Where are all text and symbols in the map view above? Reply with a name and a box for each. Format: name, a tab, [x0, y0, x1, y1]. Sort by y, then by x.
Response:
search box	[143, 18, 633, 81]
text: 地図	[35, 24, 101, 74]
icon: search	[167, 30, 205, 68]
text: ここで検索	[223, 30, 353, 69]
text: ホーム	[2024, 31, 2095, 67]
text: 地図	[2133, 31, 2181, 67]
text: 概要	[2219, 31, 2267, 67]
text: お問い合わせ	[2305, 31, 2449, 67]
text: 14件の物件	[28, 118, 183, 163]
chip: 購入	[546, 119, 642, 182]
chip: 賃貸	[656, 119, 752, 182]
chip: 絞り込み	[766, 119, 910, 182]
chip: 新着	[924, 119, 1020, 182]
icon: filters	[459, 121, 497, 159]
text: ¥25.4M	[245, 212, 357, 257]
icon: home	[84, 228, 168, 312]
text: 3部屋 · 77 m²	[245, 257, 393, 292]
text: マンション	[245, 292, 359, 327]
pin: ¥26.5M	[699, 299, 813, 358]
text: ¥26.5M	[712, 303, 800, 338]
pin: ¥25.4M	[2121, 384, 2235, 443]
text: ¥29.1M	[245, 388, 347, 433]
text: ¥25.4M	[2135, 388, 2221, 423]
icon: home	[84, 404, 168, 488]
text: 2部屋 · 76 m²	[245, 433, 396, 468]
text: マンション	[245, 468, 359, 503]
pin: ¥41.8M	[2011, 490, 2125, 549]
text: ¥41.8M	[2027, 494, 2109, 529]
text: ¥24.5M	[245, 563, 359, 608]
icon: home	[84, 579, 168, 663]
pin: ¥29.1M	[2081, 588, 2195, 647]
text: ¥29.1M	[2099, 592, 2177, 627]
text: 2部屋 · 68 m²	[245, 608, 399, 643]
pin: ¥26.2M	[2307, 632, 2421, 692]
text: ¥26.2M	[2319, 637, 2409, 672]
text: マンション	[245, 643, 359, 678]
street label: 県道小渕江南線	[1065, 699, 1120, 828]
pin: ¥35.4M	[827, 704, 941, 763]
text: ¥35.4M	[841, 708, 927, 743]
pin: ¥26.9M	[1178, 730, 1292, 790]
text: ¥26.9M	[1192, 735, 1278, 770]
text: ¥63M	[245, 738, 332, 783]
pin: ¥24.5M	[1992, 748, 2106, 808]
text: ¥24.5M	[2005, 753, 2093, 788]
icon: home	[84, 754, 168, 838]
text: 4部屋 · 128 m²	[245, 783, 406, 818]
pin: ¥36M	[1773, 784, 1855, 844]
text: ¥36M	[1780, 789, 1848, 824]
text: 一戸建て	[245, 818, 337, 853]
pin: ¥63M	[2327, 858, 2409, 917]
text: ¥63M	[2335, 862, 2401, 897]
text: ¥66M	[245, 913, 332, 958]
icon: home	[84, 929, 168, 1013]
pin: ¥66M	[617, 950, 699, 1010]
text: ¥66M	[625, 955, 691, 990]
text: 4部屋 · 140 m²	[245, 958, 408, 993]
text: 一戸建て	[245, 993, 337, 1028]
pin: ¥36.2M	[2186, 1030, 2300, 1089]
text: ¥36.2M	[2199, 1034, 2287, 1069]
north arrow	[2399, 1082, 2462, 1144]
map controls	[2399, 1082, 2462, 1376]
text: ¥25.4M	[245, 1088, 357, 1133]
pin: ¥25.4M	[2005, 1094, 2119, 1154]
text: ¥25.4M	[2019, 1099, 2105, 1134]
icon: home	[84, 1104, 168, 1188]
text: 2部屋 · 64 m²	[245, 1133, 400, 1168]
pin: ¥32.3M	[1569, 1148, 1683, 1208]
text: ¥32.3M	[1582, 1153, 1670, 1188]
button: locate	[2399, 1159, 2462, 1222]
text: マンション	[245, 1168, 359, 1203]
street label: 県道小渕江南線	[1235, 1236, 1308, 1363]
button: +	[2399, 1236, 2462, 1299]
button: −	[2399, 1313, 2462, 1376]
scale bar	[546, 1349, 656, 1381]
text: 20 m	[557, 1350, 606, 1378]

━━━━━━━━

Repeat all the entries exactly as given.

Where are all text and symbols in the map view above? Reply with a name and a box for each. Format: name, a tab, [x0, y0, x1, y1]. Sort by y, then by x.
Response:
search box	[143, 18, 633, 81]
text: 地図	[35, 24, 101, 74]
icon: search	[167, 30, 205, 68]
text: ここで検索	[223, 30, 353, 69]
text: ホーム	[2024, 31, 2095, 67]
text: 地図	[2133, 31, 2181, 67]
text: 概要	[2219, 31, 2267, 67]
text: お問い合わせ	[2305, 31, 2449, 67]
text: 14件の物件	[28, 118, 183, 163]
chip: 購入	[546, 119, 642, 182]
chip: 賃貸	[656, 119, 752, 182]
chip: 絞り込み	[766, 119, 910, 182]
chip: 新着	[924, 119, 1020, 182]
icon: filters	[459, 121, 497, 159]
text: ¥25.4M	[245, 212, 357, 257]
icon: home	[84, 228, 168, 312]
text: 3部屋 · 77 m²	[245, 257, 393, 292]
text: マンション	[245, 292, 359, 327]
pin: ¥26.5M	[699, 299, 813, 358]
text: ¥26.5M	[712, 303, 800, 338]
pin: ¥25.4M	[2121, 384, 2235, 443]
text: ¥29.1M	[245, 388, 347, 433]
text: ¥25.4M	[2135, 388, 2221, 423]
icon: home	[84, 404, 168, 488]
text: 2部屋 · 76 m²	[245, 433, 396, 468]
text: マンション	[245, 468, 359, 503]
pin: ¥41.8M	[2011, 490, 2125, 549]
text: ¥41.8M	[2027, 494, 2109, 529]
text: ¥24.5M	[245, 563, 359, 608]
icon: home	[84, 579, 168, 663]
pin: ¥29.1M	[2081, 588, 2195, 647]
text: ¥29.1M	[2099, 592, 2177, 627]
text: 2部屋 · 68 m²	[245, 608, 399, 643]
pin: ¥26.2M	[2307, 632, 2421, 692]
text: ¥26.2M	[2319, 637, 2409, 672]
text: マンション	[245, 643, 359, 678]
street label: 県道小渕江南線	[1065, 699, 1120, 828]
pin: ¥35.4M	[827, 704, 941, 763]
text: ¥35.4M	[841, 708, 927, 743]
pin: ¥26.9M	[1178, 730, 1292, 790]
text: ¥26.9M	[1192, 735, 1278, 770]
text: ¥63M	[245, 738, 332, 783]
pin: ¥24.5M	[1992, 748, 2106, 808]
text: ¥24.5M	[2005, 753, 2093, 788]
icon: home	[84, 754, 168, 838]
text: 4部屋 · 128 m²	[245, 783, 406, 818]
pin: ¥36M	[1773, 784, 1855, 844]
text: ¥36M	[1780, 789, 1848, 824]
text: 一戸建て	[245, 818, 337, 853]
pin: ¥63M	[2327, 858, 2409, 917]
text: ¥63M	[2335, 862, 2401, 897]
text: ¥66M	[245, 913, 332, 958]
icon: home	[84, 929, 168, 1013]
pin: ¥66M	[617, 950, 699, 1010]
text: ¥66M	[625, 955, 691, 990]
text: 4部屋 · 140 m²	[245, 958, 408, 993]
text: 一戸建て	[245, 993, 337, 1028]
pin: ¥36.2M	[2186, 1030, 2300, 1089]
text: ¥36.2M	[2199, 1034, 2287, 1069]
north arrow	[2399, 1082, 2462, 1144]
map controls	[2399, 1082, 2462, 1376]
text: ¥25.4M	[245, 1088, 357, 1133]
pin: ¥25.4M	[2005, 1094, 2119, 1154]
text: ¥25.4M	[2019, 1099, 2105, 1134]
icon: home	[84, 1104, 168, 1188]
text: 2部屋 · 64 m²	[245, 1133, 400, 1168]
pin: ¥32.3M	[1569, 1148, 1683, 1208]
text: ¥32.3M	[1582, 1153, 1670, 1188]
button: locate	[2399, 1159, 2462, 1222]
text: マンション	[245, 1168, 359, 1203]
street label: 県道小渕江南線	[1235, 1236, 1308, 1363]
button: +	[2399, 1236, 2462, 1299]
button: −	[2399, 1313, 2462, 1376]
scale bar	[546, 1349, 656, 1381]
text: 20 m	[557, 1350, 606, 1378]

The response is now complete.